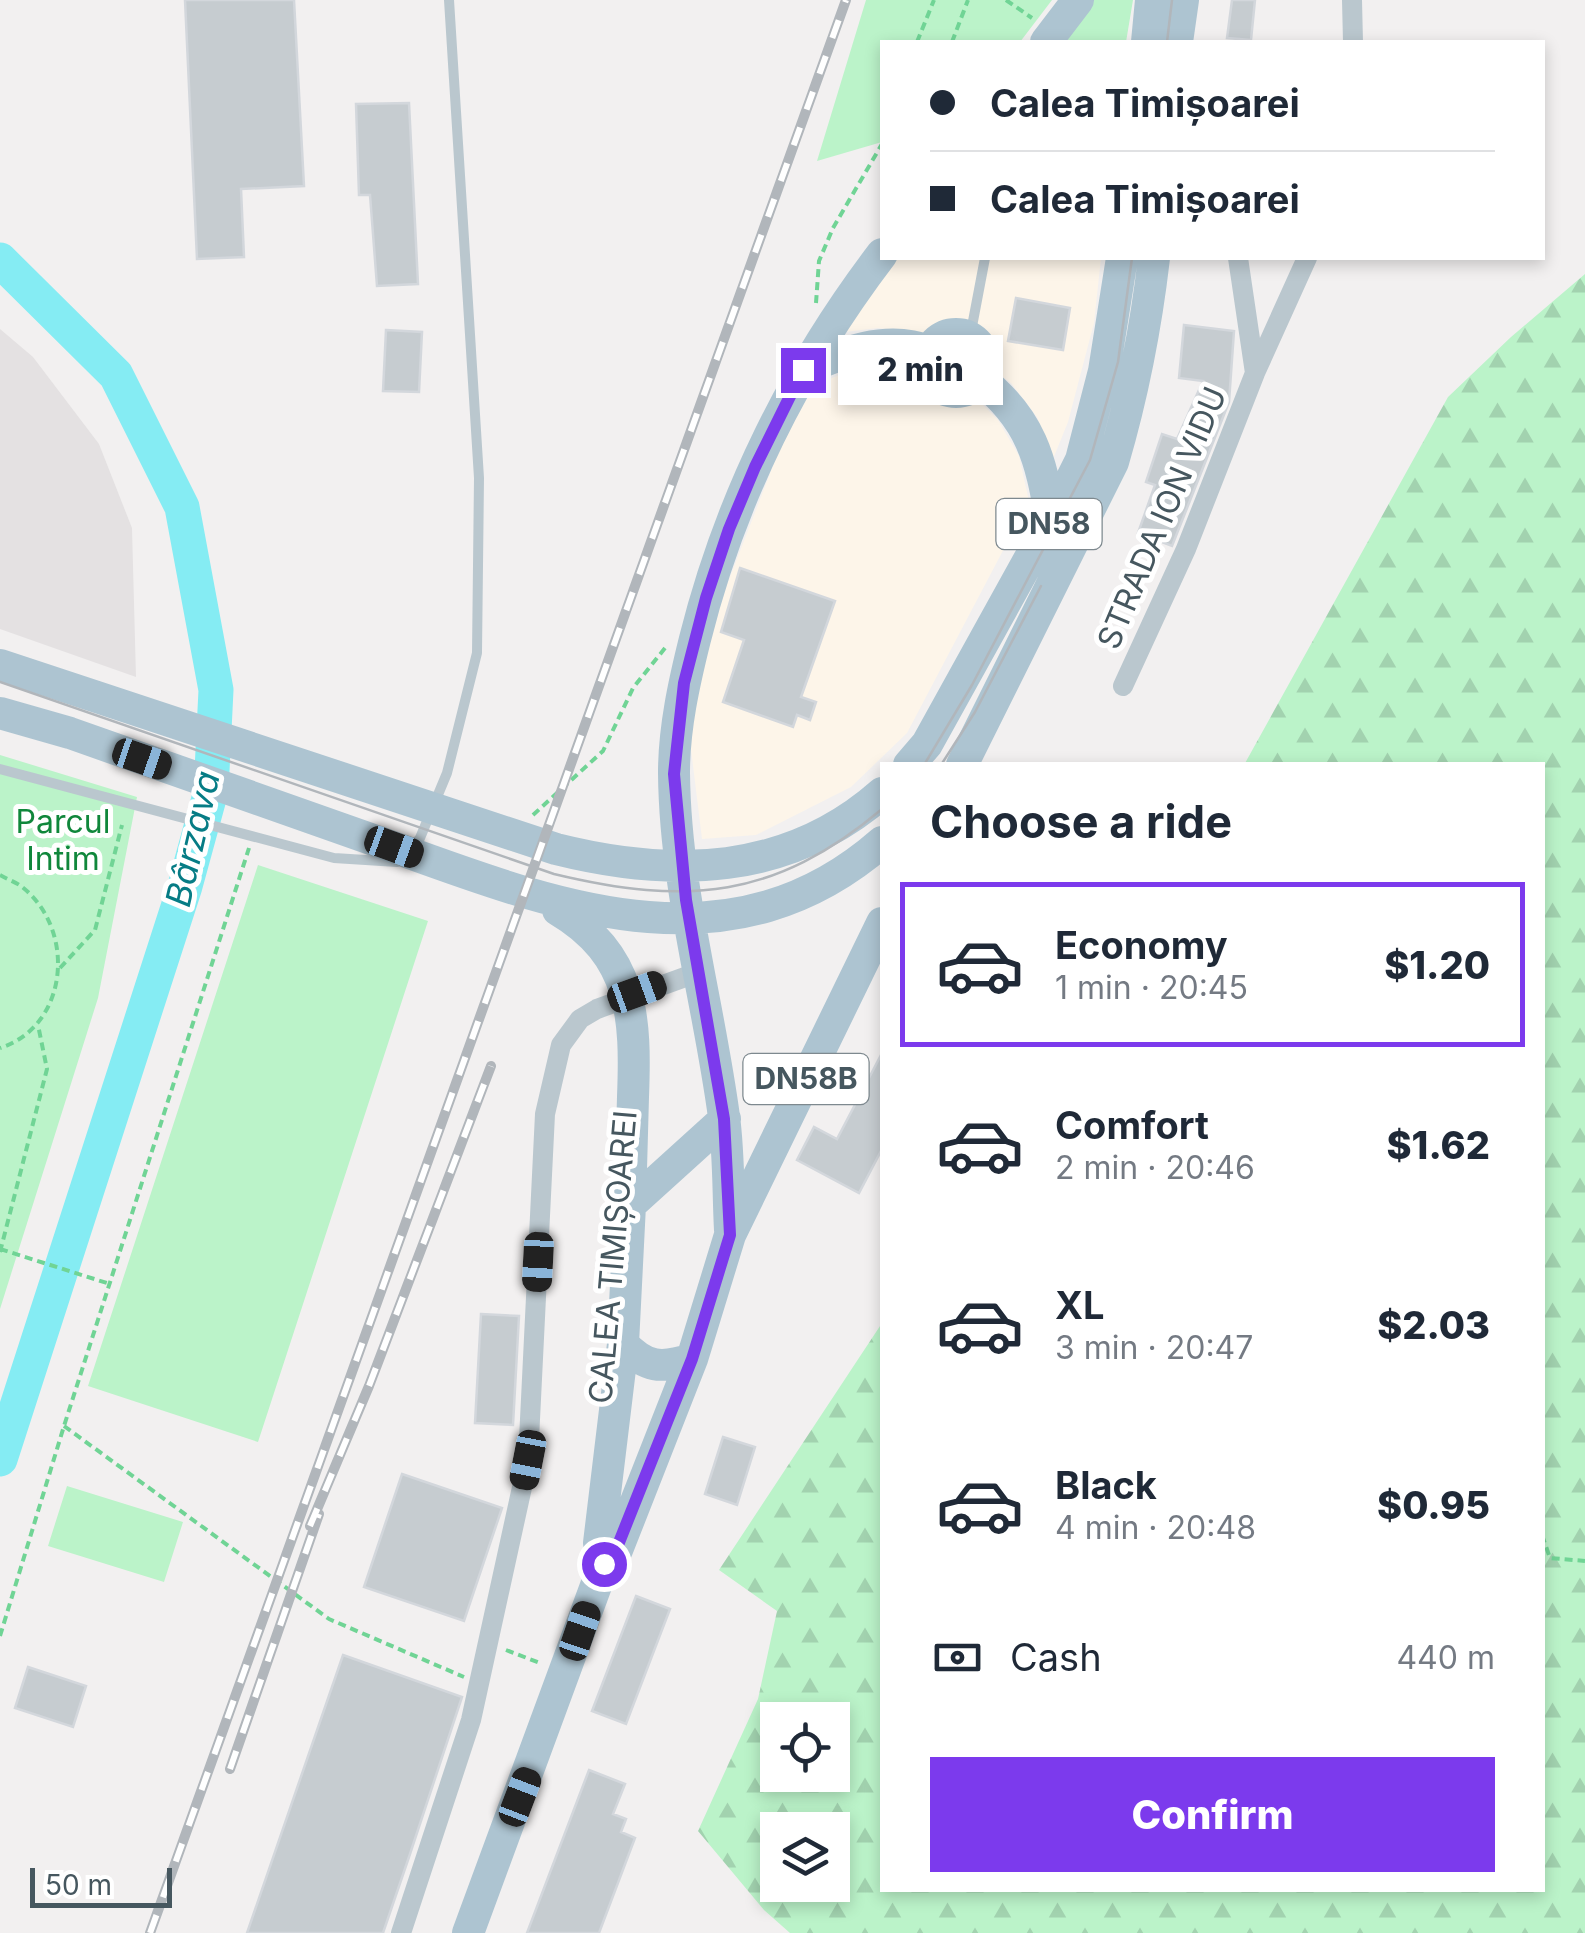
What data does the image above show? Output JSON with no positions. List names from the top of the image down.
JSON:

◆ ◆ ◆ ◆ ◆ ◆ ◆

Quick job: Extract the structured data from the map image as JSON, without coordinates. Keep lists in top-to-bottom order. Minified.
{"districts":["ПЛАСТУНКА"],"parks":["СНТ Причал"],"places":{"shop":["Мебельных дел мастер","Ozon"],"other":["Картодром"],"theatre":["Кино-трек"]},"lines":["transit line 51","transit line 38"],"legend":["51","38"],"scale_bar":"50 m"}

◆ ◆ ◆ ◆ ◆ ◆ ◆

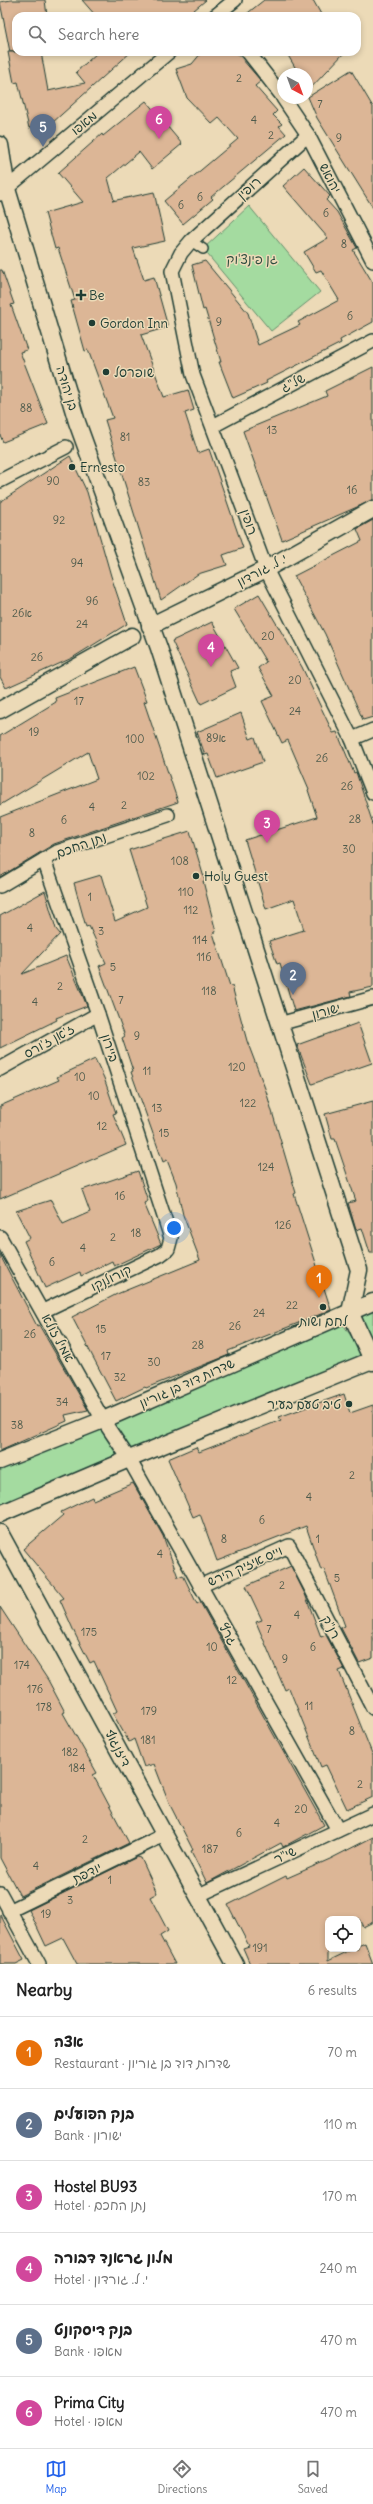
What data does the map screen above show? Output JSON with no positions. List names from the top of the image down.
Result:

◆ ◆ ◆ ◆ ◆ ◆ ◆

• **Task instructions**: Exactly how many lines of the records include "does"? Provide the number by itself.

• **Written solution**: 2